| EXERCISE DESCRIPTION |
For this exercise, please reproduce the records below word for word, from the first line through the line with "filter:drop-shadow(2px 0 #9c9b9d)".

PROVIDED MATERIAL Block Start

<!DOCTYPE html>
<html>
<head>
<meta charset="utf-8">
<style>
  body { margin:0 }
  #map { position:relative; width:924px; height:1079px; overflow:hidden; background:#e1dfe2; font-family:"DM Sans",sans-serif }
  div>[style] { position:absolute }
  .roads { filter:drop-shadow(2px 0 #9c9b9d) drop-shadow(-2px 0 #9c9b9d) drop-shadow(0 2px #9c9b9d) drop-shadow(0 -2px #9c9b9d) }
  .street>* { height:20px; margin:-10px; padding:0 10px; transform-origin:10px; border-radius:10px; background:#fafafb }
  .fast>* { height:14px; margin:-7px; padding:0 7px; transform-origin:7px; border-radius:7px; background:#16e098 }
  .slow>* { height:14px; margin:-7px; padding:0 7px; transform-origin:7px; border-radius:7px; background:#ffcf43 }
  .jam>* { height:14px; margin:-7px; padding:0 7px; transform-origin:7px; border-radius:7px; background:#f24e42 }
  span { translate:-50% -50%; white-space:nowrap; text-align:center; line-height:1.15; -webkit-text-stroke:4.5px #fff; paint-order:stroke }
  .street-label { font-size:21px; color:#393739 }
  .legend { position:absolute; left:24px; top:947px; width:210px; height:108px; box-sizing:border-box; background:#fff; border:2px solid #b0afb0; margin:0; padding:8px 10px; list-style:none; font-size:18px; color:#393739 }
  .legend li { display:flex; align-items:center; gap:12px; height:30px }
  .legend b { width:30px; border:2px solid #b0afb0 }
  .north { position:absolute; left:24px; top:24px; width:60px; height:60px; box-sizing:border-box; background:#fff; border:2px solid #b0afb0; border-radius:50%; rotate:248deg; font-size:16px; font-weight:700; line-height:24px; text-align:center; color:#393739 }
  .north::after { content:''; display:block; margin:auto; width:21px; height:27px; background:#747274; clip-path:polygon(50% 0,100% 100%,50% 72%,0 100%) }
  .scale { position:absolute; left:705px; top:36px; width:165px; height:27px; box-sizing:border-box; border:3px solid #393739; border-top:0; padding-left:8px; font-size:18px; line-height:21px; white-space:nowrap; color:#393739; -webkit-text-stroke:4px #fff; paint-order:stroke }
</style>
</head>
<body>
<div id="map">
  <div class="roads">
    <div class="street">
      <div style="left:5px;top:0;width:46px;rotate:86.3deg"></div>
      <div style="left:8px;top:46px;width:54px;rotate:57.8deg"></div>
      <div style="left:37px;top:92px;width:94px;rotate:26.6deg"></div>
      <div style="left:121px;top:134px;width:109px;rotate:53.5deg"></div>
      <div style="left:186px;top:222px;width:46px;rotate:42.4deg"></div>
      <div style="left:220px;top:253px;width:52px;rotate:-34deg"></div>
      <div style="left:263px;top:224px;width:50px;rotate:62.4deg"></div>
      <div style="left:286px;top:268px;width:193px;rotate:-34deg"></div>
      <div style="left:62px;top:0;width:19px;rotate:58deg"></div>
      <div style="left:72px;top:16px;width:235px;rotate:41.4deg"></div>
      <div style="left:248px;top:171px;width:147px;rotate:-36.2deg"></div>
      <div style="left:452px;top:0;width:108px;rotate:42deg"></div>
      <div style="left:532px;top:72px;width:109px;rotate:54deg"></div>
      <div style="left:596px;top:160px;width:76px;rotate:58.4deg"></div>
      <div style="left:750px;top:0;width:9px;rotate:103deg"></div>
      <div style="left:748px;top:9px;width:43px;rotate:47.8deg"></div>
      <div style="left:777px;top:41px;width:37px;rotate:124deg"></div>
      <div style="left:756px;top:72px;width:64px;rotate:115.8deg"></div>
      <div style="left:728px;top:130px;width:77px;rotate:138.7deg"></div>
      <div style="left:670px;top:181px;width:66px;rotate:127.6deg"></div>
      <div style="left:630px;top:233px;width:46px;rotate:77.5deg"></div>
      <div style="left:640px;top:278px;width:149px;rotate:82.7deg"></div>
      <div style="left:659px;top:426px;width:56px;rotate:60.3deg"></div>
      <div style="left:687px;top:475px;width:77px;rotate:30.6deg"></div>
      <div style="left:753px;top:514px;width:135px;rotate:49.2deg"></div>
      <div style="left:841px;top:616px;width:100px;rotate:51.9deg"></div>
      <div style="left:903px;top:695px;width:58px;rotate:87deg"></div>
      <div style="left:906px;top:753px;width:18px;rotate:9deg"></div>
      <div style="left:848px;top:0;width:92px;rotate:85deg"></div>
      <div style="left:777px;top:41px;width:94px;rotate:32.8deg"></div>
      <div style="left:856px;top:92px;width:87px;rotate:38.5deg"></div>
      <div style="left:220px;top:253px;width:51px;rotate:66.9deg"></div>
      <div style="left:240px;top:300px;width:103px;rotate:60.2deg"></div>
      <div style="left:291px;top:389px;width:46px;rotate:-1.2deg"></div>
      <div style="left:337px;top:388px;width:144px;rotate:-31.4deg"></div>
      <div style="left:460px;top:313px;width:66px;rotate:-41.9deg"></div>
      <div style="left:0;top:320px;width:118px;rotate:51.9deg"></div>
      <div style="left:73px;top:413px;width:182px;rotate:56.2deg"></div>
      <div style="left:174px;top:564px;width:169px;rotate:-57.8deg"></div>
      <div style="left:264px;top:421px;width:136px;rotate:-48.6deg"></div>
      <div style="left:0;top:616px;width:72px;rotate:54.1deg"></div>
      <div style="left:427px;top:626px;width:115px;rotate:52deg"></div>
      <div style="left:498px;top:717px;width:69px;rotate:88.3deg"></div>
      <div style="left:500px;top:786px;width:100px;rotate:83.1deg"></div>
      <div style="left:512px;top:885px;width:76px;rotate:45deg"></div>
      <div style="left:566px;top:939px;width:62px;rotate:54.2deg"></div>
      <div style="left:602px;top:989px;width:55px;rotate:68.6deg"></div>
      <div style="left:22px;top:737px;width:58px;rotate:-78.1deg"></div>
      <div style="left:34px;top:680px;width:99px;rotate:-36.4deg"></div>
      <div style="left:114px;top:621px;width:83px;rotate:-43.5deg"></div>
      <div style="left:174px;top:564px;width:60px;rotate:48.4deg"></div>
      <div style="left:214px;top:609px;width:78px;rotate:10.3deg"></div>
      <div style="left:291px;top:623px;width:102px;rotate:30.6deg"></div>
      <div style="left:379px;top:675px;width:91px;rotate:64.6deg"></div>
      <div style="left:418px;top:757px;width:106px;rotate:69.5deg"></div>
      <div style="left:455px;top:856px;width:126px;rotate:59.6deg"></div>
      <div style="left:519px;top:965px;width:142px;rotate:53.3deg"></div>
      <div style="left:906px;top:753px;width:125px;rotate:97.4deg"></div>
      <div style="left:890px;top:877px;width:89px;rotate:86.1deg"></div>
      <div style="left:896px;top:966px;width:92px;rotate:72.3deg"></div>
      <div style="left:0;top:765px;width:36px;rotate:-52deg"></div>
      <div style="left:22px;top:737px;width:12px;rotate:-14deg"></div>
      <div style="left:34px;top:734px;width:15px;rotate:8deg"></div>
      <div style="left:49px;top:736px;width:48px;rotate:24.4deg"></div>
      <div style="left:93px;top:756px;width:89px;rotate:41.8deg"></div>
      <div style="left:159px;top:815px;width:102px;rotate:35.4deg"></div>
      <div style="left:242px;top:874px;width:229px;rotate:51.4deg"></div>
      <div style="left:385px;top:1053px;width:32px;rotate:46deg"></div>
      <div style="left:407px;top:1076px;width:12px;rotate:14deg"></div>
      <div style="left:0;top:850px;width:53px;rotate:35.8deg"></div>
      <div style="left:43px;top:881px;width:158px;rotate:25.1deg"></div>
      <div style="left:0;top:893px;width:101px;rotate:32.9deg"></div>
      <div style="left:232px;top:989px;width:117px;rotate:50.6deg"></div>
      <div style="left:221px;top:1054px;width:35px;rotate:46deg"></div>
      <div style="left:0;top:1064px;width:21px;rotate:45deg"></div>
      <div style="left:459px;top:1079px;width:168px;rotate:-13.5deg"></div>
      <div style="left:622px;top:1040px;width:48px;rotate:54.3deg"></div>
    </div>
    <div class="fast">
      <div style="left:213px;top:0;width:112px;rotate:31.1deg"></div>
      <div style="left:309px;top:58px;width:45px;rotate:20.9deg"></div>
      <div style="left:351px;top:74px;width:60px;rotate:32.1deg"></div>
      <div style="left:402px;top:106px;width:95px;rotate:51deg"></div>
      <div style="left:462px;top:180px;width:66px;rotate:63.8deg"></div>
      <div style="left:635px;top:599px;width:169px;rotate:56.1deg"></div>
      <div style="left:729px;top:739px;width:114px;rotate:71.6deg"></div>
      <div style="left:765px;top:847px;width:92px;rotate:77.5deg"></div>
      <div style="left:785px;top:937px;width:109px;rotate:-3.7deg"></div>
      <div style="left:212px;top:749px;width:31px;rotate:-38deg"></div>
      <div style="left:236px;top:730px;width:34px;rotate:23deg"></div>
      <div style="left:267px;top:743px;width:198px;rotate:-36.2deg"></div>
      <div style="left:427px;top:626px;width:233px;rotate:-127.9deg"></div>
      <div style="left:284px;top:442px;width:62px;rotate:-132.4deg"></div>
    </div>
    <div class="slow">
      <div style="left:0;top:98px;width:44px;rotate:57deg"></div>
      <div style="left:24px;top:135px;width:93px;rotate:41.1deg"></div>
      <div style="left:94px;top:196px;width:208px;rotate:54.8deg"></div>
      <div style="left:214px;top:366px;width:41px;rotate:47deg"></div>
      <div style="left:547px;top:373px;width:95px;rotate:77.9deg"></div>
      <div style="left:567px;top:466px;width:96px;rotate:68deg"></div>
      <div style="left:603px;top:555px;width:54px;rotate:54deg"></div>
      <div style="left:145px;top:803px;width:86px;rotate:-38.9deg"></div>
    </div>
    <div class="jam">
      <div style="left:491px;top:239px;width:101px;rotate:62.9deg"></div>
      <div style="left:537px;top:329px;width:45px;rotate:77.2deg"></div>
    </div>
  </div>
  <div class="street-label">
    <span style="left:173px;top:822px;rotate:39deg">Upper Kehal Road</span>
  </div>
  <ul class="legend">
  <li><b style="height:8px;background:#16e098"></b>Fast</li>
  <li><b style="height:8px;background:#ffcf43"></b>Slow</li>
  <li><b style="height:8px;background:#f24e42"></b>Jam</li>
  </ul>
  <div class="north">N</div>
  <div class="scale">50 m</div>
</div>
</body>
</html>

PROVIDED MATERIAL Block End

| OUTPUT OF THE TASK |
<!DOCTYPE html>
<html>
<head>
<meta charset="utf-8">
<style>
  body { margin:0 }
  #map { position:relative; width:924px; height:1079px; overflow:hidden; background:#e1dfe2; font-family:"DM Sans",sans-serif }
  div>[style] { position:absolute }
  .roads { filter:drop-shadow(2px 0 #9c9b9d) drop-shadow(-2px 0 #9c9b9d) drop-shadow(0 2px #9c9b9d) drop-shadow(0 -2px #9c9b9d) }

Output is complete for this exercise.